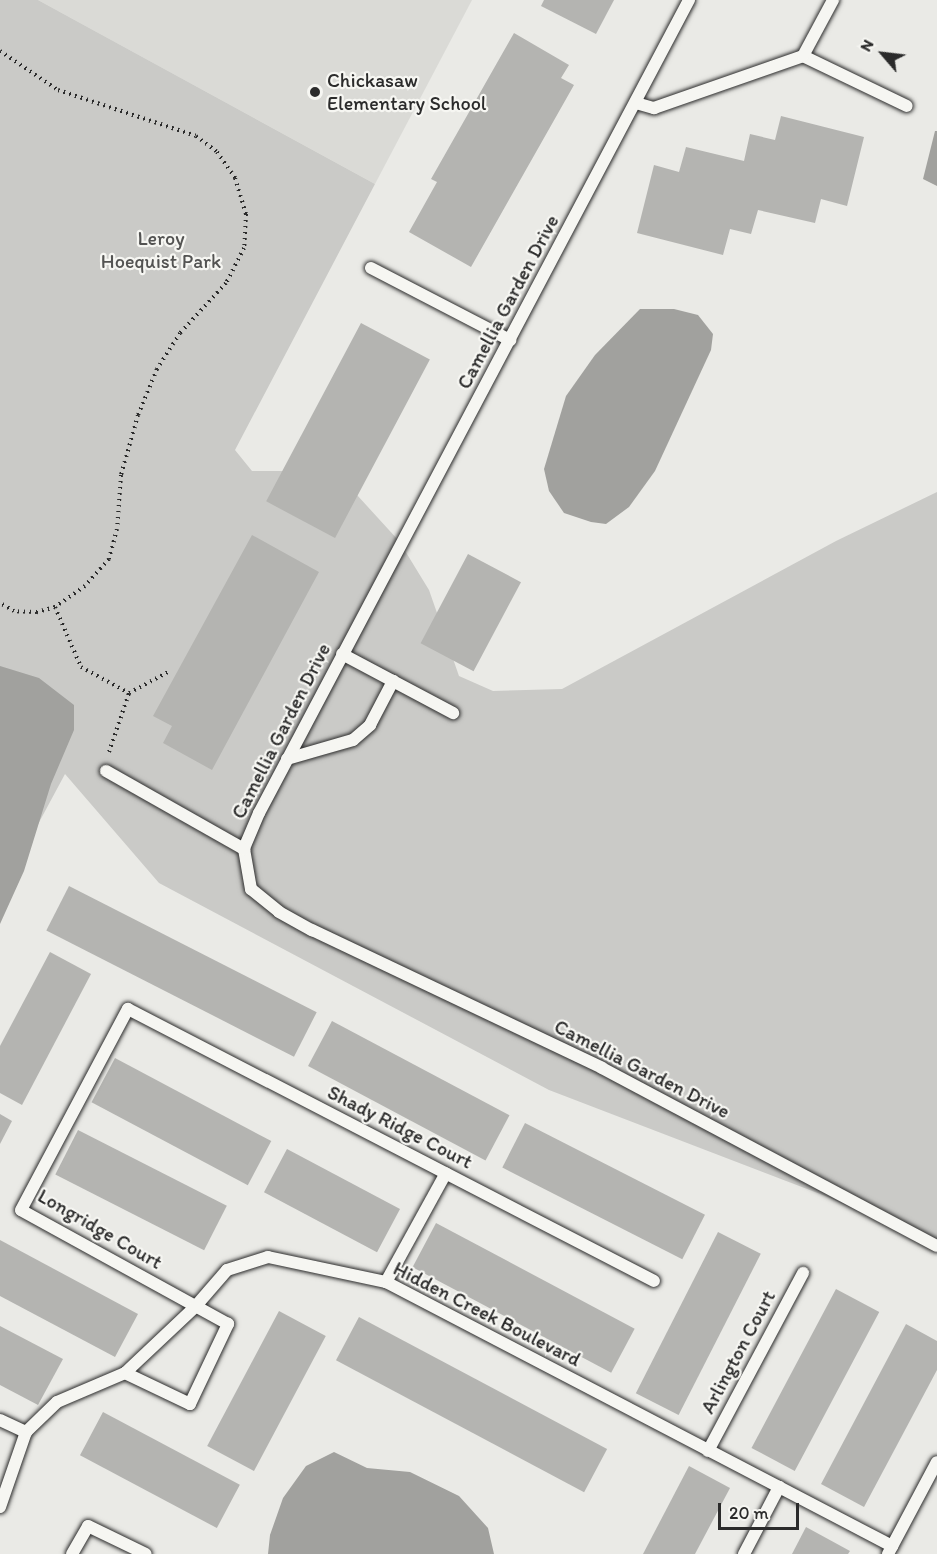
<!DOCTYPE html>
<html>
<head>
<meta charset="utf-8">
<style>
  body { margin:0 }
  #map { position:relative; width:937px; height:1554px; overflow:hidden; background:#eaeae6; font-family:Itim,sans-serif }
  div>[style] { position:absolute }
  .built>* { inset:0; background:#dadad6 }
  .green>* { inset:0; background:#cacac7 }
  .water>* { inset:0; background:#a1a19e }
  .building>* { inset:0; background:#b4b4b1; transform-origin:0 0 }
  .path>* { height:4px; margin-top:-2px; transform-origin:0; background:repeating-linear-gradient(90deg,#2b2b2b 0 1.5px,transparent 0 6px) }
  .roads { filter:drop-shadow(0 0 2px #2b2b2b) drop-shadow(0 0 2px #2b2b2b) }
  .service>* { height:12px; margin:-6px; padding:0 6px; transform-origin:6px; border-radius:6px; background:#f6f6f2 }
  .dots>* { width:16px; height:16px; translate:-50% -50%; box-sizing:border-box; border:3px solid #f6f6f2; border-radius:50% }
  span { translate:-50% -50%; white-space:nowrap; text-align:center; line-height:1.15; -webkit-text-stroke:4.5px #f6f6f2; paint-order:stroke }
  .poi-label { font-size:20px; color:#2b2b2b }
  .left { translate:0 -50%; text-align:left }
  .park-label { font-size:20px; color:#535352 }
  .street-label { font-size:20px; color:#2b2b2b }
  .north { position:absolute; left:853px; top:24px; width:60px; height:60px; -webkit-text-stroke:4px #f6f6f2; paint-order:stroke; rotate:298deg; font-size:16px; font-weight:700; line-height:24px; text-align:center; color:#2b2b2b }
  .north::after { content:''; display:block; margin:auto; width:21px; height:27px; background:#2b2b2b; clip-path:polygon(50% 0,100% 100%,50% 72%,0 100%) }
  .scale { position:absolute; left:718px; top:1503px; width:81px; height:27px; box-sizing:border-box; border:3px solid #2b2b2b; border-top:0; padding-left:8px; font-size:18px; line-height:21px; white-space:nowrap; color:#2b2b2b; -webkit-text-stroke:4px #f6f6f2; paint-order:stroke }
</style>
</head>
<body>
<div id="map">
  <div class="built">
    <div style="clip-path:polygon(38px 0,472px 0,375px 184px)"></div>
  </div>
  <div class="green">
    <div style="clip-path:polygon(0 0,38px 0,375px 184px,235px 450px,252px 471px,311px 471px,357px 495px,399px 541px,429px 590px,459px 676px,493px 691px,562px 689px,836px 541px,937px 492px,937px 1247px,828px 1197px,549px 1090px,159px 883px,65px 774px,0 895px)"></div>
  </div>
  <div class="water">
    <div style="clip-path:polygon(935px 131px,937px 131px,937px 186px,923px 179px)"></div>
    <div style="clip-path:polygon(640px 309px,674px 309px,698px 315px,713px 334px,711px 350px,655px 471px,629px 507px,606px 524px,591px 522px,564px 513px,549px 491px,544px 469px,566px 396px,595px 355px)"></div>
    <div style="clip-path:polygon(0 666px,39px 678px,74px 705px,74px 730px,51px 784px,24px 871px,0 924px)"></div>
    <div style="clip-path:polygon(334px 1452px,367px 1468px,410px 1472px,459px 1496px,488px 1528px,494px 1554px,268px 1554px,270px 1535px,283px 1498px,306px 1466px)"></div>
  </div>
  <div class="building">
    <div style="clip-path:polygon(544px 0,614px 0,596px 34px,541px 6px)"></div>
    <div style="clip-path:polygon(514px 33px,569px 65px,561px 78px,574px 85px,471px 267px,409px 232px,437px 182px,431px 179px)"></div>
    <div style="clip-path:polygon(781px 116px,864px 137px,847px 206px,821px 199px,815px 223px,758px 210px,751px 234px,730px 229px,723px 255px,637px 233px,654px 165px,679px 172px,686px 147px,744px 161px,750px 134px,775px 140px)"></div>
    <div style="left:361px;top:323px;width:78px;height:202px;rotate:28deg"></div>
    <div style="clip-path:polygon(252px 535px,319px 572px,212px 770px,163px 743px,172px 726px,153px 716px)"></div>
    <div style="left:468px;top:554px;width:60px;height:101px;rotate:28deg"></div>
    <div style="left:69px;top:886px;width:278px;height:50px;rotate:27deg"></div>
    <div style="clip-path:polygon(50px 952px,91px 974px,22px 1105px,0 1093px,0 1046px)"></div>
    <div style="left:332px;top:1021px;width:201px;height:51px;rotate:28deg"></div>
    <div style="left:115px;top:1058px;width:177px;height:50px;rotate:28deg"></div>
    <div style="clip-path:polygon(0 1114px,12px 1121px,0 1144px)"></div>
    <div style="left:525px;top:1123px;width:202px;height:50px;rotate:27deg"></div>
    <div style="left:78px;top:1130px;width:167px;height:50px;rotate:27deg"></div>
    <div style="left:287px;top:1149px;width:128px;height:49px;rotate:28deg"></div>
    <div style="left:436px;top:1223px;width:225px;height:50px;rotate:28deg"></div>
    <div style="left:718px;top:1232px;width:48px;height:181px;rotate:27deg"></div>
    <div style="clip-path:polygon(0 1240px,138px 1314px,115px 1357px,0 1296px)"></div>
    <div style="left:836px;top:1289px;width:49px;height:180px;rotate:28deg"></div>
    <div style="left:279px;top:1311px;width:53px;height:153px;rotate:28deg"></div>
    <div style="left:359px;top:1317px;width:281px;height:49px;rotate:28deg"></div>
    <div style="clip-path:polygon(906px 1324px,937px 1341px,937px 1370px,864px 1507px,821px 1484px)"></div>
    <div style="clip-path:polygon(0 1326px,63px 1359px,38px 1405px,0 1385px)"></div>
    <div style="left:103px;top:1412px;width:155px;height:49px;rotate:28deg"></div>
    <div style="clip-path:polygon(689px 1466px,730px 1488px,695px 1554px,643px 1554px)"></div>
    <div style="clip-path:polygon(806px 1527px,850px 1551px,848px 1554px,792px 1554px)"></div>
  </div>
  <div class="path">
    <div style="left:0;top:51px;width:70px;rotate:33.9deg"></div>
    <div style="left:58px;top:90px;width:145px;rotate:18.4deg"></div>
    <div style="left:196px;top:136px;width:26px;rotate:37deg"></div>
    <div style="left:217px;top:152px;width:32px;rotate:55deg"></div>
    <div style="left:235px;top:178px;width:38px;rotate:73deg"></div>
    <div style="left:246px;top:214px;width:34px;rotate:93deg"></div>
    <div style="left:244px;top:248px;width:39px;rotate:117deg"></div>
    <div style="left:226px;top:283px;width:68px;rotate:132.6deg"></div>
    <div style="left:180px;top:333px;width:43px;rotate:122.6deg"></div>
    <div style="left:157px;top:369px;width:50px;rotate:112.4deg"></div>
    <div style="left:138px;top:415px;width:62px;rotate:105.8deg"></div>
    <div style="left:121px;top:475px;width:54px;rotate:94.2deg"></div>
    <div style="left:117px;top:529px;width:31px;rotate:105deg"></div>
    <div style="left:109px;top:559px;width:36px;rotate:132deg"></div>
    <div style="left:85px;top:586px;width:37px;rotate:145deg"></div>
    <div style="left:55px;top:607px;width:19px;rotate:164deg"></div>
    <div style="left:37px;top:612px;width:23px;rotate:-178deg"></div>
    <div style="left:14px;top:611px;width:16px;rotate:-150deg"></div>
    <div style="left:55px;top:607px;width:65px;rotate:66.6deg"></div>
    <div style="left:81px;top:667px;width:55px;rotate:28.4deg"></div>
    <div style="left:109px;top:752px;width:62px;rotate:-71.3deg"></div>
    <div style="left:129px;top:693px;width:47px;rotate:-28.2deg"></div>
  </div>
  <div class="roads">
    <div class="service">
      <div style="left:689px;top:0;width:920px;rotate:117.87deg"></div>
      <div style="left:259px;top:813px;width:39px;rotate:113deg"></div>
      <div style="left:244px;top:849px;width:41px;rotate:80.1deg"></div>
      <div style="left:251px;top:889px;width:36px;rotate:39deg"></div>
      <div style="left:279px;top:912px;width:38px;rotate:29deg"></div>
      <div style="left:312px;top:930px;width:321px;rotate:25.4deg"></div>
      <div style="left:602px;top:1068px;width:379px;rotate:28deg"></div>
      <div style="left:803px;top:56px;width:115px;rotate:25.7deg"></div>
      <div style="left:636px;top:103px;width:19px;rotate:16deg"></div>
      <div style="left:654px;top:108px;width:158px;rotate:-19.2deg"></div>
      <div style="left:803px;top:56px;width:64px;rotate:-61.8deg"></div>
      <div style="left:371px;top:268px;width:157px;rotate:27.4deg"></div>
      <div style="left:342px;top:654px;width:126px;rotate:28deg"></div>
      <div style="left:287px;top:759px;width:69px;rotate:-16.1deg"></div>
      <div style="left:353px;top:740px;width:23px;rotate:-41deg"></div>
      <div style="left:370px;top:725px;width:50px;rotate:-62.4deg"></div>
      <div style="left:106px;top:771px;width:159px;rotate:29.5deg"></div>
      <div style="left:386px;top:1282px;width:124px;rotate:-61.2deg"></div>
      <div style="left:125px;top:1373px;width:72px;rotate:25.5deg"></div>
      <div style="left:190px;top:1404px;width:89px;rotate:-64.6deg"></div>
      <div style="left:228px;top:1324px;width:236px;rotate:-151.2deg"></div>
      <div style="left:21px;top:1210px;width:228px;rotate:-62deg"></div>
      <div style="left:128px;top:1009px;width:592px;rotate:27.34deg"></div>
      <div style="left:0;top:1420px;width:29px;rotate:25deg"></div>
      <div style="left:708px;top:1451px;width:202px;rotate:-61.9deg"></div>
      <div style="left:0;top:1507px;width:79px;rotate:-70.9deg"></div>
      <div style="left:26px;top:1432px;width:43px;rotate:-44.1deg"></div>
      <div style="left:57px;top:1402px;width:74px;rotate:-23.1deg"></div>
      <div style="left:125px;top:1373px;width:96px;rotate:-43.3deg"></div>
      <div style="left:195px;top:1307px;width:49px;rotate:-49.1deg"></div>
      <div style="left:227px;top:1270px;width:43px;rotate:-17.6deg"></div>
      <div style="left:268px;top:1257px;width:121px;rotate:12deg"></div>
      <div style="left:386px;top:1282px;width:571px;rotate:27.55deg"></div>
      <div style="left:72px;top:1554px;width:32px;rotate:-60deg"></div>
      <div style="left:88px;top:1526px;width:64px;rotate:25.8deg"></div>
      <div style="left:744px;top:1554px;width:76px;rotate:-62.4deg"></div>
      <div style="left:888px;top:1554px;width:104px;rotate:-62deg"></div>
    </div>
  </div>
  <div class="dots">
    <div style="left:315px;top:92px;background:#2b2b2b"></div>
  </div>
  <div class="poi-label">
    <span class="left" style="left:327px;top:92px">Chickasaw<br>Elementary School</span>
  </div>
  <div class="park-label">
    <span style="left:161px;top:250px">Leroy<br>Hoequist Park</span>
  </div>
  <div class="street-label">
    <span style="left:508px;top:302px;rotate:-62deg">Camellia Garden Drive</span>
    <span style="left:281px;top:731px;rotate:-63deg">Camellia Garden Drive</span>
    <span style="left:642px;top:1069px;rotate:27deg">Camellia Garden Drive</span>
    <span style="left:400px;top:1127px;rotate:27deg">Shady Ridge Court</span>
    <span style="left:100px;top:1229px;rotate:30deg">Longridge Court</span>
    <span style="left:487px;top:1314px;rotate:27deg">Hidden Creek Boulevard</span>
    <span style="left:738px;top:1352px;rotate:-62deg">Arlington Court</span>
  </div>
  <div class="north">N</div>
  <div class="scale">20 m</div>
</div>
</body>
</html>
------------------------------------------------------------------------
WHAT THE TASK REQUIRES -> Scan the records above for the string "dots", and copy every line where it turns up.

EXERCISE OUTPUT ->
  .dots>* { width:16px; height:16px; translate:-50% -50%; box-sizing:border-box; border:3px solid #f6f6f2; border-radius:50% }
  <div class="dots">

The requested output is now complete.